AIM OF THE EXERCISE: Wherever the word "function" occurs in the lines below, copy the whole line.

INFORMATION GIVEN below:

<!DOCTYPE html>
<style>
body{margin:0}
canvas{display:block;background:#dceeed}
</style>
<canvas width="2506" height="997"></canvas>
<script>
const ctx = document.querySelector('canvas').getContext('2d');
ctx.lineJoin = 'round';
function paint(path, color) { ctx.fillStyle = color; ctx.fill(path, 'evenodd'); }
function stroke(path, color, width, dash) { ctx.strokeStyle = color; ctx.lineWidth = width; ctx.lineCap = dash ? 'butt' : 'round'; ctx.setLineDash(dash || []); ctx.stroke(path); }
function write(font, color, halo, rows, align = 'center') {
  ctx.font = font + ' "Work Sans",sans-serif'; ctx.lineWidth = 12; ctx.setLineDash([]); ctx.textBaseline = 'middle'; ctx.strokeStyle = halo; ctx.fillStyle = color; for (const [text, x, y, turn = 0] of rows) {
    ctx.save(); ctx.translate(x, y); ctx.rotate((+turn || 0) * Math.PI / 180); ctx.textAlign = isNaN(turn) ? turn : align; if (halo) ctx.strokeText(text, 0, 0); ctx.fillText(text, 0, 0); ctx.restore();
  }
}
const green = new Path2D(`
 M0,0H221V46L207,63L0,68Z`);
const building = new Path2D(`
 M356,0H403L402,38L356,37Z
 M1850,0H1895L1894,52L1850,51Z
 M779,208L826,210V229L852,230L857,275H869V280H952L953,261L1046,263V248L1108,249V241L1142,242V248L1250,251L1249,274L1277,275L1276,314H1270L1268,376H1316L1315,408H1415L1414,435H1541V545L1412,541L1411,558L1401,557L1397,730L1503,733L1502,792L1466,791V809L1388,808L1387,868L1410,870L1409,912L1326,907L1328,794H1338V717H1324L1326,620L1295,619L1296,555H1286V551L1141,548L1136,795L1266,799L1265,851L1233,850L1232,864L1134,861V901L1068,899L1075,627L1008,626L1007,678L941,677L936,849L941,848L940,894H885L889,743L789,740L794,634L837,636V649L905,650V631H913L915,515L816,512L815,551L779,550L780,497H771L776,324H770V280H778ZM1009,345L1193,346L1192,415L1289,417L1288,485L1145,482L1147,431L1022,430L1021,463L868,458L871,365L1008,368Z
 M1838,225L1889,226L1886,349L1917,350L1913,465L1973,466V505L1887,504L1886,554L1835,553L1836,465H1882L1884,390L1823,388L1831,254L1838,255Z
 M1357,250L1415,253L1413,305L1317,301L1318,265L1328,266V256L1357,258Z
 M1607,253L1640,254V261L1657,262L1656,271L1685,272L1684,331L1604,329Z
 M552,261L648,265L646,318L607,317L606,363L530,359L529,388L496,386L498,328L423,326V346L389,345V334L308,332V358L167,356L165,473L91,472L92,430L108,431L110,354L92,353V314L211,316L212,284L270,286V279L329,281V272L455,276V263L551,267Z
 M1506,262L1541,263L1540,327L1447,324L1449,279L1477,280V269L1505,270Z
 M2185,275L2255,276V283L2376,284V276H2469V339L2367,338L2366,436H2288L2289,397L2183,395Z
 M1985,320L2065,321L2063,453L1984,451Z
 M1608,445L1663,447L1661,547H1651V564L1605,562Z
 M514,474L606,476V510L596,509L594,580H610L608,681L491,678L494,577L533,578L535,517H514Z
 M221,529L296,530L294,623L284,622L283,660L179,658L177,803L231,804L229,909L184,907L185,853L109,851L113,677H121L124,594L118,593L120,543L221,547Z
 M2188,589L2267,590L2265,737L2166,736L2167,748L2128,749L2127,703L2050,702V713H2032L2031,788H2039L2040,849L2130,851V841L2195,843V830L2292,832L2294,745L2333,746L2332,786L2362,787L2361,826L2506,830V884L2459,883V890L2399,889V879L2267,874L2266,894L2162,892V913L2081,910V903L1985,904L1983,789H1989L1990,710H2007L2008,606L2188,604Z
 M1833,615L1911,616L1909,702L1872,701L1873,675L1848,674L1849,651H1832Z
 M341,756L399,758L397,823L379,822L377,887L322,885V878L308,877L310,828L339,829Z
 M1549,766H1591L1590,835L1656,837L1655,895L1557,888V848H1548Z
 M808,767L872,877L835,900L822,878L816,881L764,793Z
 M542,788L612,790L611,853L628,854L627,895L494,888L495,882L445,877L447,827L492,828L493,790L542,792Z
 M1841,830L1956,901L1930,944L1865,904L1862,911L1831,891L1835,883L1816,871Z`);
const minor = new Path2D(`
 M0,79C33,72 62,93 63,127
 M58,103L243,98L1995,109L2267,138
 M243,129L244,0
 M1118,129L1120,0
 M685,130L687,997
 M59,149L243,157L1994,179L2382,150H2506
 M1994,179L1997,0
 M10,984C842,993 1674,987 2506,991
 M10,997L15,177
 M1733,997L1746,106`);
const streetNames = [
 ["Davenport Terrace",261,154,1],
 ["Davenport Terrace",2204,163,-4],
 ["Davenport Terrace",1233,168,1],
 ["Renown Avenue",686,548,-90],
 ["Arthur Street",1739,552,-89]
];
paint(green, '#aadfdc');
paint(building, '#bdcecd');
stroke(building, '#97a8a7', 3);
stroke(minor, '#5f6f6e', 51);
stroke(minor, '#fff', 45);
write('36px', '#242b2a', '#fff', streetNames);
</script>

End of INFORMATION GIVEN.

EXERCISE SOLUTION:
function paint(path, color) { ctx.fillStyle = color; ctx.fill(path, 'evenodd'); }
function stroke(path, color, width, dash) { ctx.strokeStyle = color; ctx.lineWidth = width; ctx.lineCap = dash ? 'butt' : 'round'; ctx.setLineDash(dash || []); ctx.stroke(path); }
function write(font, color, halo, rows, align = 'center') {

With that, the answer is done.